> _What you are asked to do_: Filter the data below, keeping only lines that contain "boxes".

> _Records for the task_:

★ ★ ★ ★ ★ ★ ★

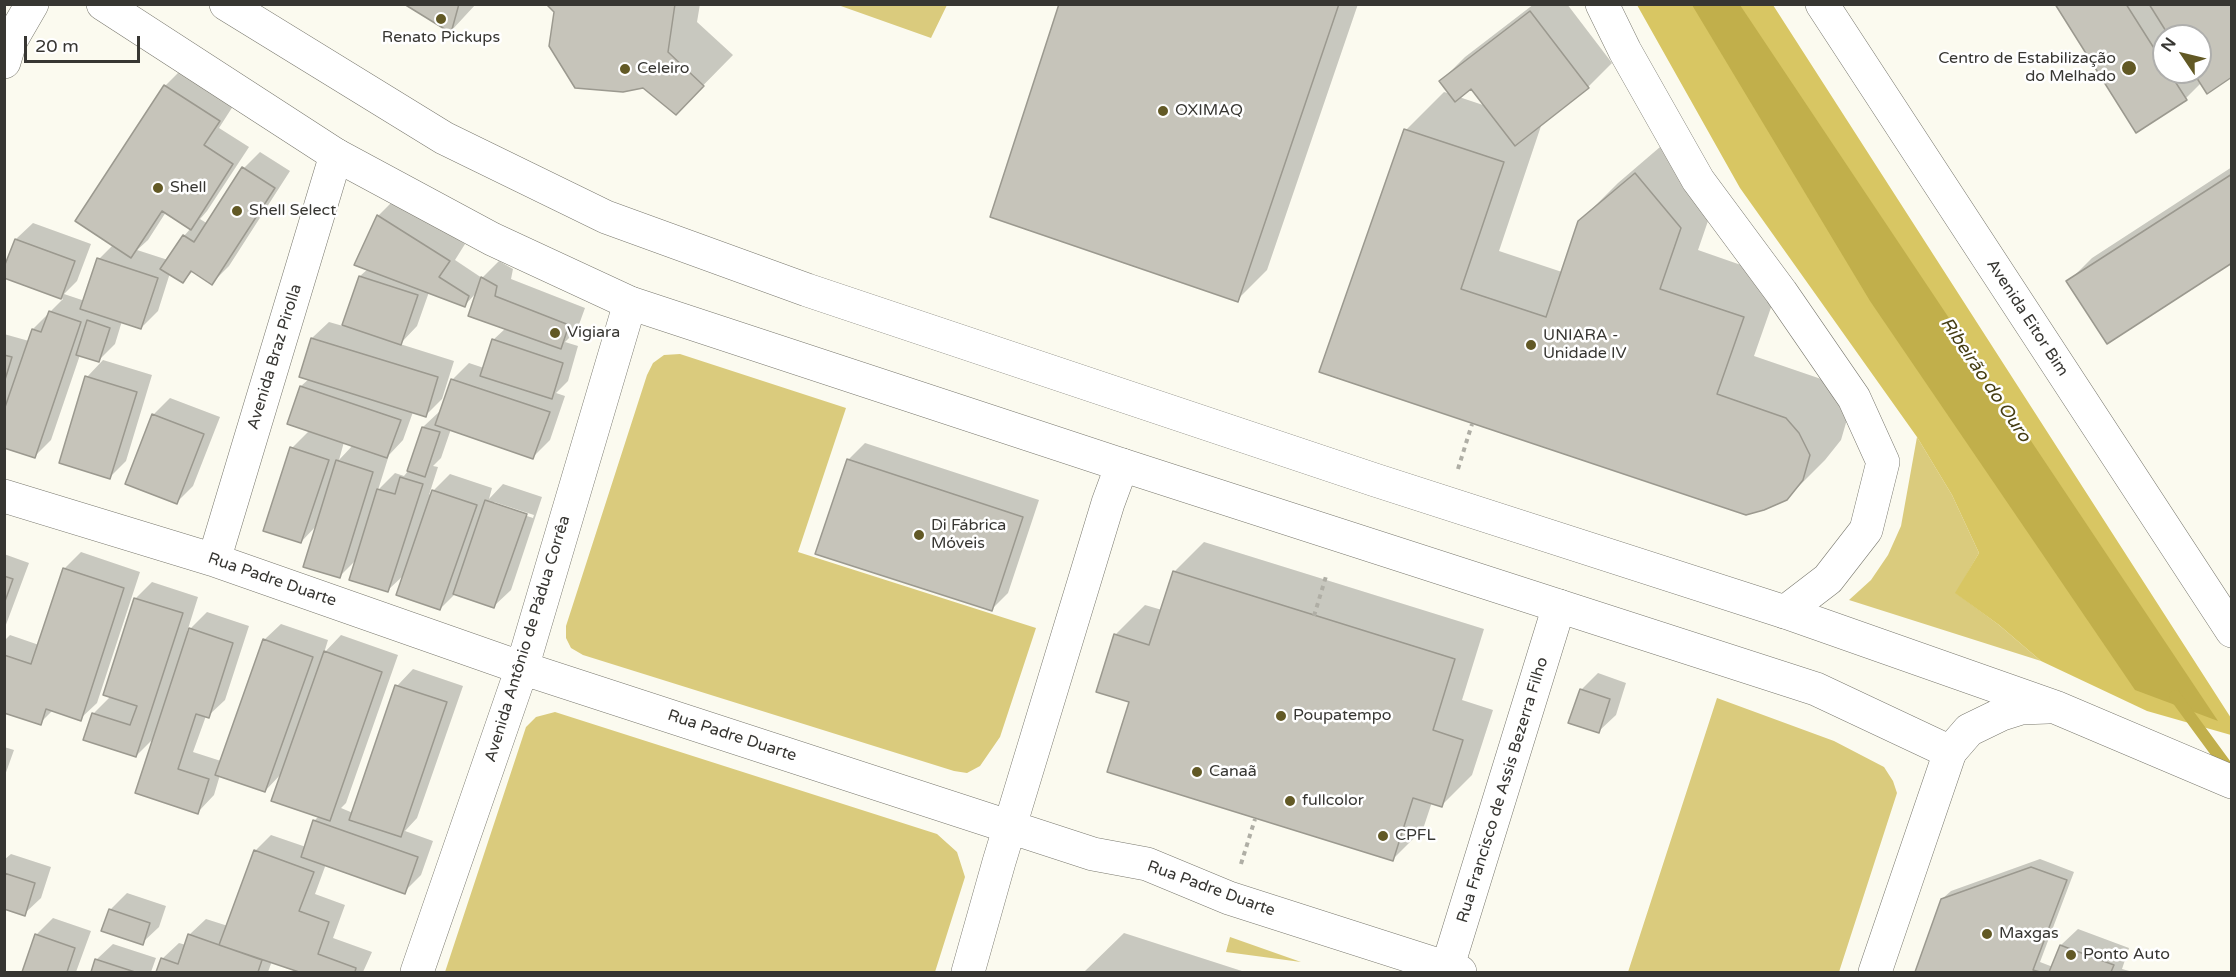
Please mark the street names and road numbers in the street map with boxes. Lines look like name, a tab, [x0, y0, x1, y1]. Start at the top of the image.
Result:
street label: Avenida Eitor Bim	[1982, 256, 2072, 380]
street label: Avenida Braz Pirolla	[244, 282, 306, 432]
street label: Avenida Antônio de Pádua Corrêa	[481, 513, 575, 765]
street label: Rua Padre Duarte	[205, 549, 339, 611]
street label: Rua Francisco de Assis Bezerra Filho	[1453, 655, 1553, 925]
street label: Rua Padre Duarte	[665, 706, 799, 766]
street label: Rua Padre Duarte	[1144, 857, 1278, 921]

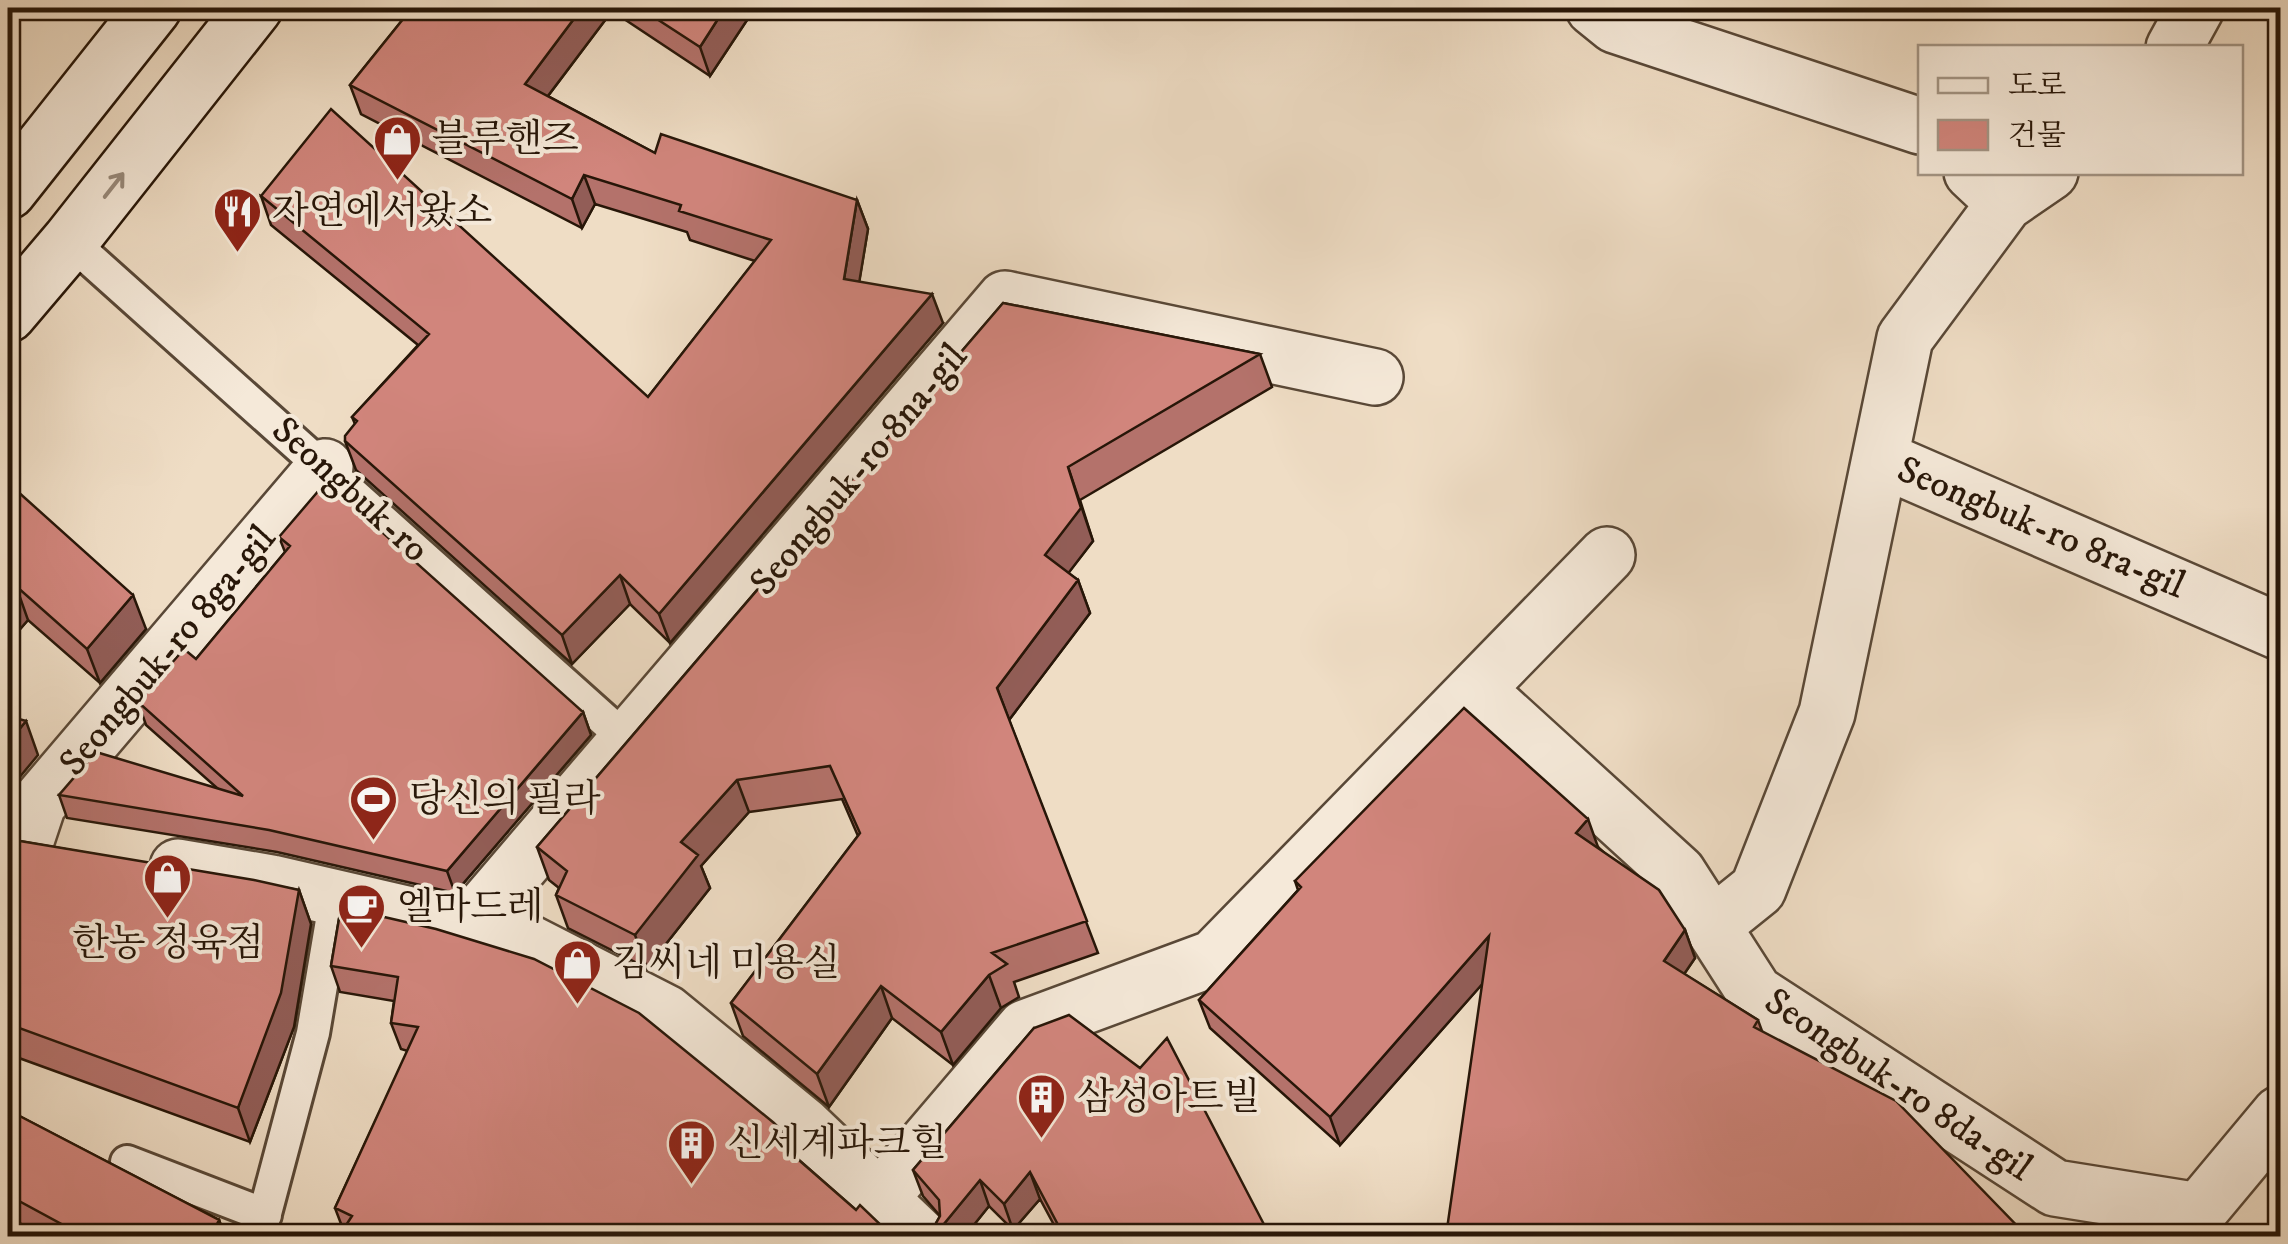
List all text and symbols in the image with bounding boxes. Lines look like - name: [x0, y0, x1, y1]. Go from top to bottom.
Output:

★ ★ ★ ★ ★ ★ ★

> _Reply to the exercise_:
Please mark the street names and road numbers in the street map with boxes. Lines look like name, a tab, [x0, y0, x1, y1]. Start at the top of the image.
List all text and symbols in the image with bounding boxes. Lines look like - name: [x0, y0, x1, y1]. Go from top to bottom.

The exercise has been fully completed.